Music Notes: This land is whose land?

Folksinger Woody Guthrie (1912-1967) is widely acclaimed as the great bard of the American working class. More than fifty years after his death, his songs are still performed around the world. Guthrie grew up in Okemah, Oklahoma, in the heart of Cherokee territory. So, when a young Indigenous musician raises questions about Woody’s most celebrated song, “This Land Is Your Land,” it’s an invitation to think about his life and examine the assumptions of earlier generations of progressive artists. Guthrie wrote “This Land Is Your Land” in 1940 as a riposte to popular singer Kate Smith’s recording of Irving Berlin’s jingoistic World War I song, “God Bless America.”  Rather than a flag-waving, patriotic song, Woody, who was a communist, wanted a song that celebrated working people and criticized the capitalist system.
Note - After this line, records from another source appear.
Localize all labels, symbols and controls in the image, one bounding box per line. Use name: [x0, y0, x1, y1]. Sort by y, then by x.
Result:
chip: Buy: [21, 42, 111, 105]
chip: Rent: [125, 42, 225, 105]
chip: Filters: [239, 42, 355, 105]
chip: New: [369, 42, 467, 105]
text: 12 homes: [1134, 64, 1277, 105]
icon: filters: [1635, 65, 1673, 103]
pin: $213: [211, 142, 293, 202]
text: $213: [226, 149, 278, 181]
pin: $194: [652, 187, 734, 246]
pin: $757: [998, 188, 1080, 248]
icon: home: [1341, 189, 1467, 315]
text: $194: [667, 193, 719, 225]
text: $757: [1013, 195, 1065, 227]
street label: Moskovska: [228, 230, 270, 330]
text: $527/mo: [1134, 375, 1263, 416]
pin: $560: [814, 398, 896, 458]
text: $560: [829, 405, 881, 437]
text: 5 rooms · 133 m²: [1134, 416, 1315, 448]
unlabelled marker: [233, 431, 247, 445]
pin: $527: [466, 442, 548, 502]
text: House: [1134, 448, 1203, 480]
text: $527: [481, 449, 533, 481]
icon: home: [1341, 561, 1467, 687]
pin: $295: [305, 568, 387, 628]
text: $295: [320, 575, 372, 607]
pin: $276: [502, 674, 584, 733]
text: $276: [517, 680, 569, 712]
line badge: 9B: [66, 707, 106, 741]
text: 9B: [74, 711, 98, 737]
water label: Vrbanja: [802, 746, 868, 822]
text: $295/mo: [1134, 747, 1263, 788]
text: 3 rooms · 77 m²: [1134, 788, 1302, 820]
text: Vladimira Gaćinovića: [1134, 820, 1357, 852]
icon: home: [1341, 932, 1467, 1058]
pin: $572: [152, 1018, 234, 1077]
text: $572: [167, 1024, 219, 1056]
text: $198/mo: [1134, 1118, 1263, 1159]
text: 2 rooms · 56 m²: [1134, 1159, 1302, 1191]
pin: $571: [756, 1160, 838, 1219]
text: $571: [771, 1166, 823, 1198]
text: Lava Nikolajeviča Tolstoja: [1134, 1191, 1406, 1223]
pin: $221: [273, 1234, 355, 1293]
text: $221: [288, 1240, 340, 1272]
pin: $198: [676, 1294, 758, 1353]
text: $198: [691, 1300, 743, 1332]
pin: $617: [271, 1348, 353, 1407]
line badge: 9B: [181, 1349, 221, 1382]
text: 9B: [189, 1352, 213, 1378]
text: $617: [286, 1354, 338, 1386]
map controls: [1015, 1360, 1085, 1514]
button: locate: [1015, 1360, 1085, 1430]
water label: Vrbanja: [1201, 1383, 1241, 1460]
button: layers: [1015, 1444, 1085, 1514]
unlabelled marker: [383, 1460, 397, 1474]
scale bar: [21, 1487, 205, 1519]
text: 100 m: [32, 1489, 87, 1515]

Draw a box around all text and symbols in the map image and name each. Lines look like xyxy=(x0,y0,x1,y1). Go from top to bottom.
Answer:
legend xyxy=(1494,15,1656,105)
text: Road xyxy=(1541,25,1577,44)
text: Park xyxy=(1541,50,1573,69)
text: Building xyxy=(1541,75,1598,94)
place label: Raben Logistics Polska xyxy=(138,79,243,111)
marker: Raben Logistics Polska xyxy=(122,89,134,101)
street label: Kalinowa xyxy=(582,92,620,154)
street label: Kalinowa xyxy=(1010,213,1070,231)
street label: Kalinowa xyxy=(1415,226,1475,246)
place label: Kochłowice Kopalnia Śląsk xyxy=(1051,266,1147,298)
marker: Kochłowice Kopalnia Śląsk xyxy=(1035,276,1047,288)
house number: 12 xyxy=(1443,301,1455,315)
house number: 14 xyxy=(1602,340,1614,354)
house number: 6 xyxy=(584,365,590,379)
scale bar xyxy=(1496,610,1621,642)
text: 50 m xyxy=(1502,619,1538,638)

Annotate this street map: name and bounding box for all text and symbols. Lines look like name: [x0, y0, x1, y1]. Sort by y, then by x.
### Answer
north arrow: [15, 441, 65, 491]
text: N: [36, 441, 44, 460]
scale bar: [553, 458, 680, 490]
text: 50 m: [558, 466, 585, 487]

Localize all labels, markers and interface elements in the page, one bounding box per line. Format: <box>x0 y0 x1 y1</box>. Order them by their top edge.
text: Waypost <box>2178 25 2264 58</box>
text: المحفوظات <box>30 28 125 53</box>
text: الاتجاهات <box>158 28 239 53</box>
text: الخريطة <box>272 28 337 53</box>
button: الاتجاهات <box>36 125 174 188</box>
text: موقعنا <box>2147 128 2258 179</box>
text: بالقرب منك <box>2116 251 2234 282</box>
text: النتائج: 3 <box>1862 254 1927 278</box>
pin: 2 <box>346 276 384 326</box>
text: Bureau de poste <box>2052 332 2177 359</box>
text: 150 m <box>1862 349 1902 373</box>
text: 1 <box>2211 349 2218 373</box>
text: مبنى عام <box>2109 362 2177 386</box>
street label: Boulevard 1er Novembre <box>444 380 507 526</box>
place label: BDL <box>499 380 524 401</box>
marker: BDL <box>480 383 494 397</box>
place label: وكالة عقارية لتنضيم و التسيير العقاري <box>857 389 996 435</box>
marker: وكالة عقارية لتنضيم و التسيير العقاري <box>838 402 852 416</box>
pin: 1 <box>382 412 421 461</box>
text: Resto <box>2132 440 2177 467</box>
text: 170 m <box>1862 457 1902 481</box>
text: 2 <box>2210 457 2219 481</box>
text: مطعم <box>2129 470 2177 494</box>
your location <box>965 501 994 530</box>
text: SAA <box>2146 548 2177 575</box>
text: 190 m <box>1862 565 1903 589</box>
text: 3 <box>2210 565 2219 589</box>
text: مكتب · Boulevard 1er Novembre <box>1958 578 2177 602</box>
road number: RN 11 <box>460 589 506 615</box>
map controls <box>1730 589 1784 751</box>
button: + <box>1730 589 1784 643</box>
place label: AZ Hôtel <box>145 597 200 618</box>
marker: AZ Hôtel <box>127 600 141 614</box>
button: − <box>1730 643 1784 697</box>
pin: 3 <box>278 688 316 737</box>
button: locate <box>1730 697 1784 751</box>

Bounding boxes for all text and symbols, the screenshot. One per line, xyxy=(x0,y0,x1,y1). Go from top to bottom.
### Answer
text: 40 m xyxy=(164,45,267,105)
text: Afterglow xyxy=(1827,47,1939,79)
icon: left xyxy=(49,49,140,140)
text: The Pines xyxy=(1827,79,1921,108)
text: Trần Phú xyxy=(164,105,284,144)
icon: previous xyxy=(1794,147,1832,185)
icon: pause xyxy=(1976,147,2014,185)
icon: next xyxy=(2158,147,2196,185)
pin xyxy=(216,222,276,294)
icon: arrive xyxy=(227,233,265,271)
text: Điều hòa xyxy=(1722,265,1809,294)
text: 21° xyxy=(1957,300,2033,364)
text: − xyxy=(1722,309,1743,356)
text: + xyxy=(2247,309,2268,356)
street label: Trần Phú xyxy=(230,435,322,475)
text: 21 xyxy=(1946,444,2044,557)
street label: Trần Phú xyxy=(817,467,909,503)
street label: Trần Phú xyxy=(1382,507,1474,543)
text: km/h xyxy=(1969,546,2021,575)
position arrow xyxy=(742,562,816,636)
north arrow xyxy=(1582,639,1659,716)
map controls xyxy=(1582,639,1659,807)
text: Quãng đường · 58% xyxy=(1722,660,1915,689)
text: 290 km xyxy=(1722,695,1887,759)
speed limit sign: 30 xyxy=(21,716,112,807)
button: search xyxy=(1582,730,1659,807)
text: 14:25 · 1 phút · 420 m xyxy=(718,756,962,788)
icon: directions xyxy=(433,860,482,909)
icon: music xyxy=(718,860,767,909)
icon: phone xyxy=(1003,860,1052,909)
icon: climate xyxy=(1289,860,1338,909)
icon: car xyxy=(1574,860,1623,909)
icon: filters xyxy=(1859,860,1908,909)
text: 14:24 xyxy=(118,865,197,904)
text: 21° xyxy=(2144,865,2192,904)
Indigenous singer Mali Obomsawin, a member of the Abenaki First Nation, criticized the song in a June 14 article, “This Land Is Whose Land?” published by the Smithsonian Center for Folklife and Cultural Heritage (www.folklife.si.edu). For Obomsawin, “This Land” falls flat. “In the context of America, a nation-state built by settler colonialism, Woody Guthrie’s protest anthem exemplifies the particular blind spot that Americans have in regard to Natives: American patriotism erases us, even if it comes in the form of a leftist protest song.”

Obomsawin also states that “since its conception, the song’s more radical verses critiquing capitalism and exclusionism have fallen by the wayside,” leaving it “merely patriotic.” She’s right about that. Guthrie’s original recording contains anti-capitalist verses, but those lines never made it into the schoolbooks when the song became canonized: As I went walking, I saw a sign there / And on the sign it said, “No Trespassing.” / But on the other side it didn’t say nothing / That side was made for you and me / In the squares of the city, in the shadow of a steeple / By the relief office, I’d seen my people / As they stood there hungry, I stood there asking / Is this land made for you and me? / Nobody living can ever stop me / As I go walking that freedom highway / Nobody living can ever make me turn back / This land was made for you and me.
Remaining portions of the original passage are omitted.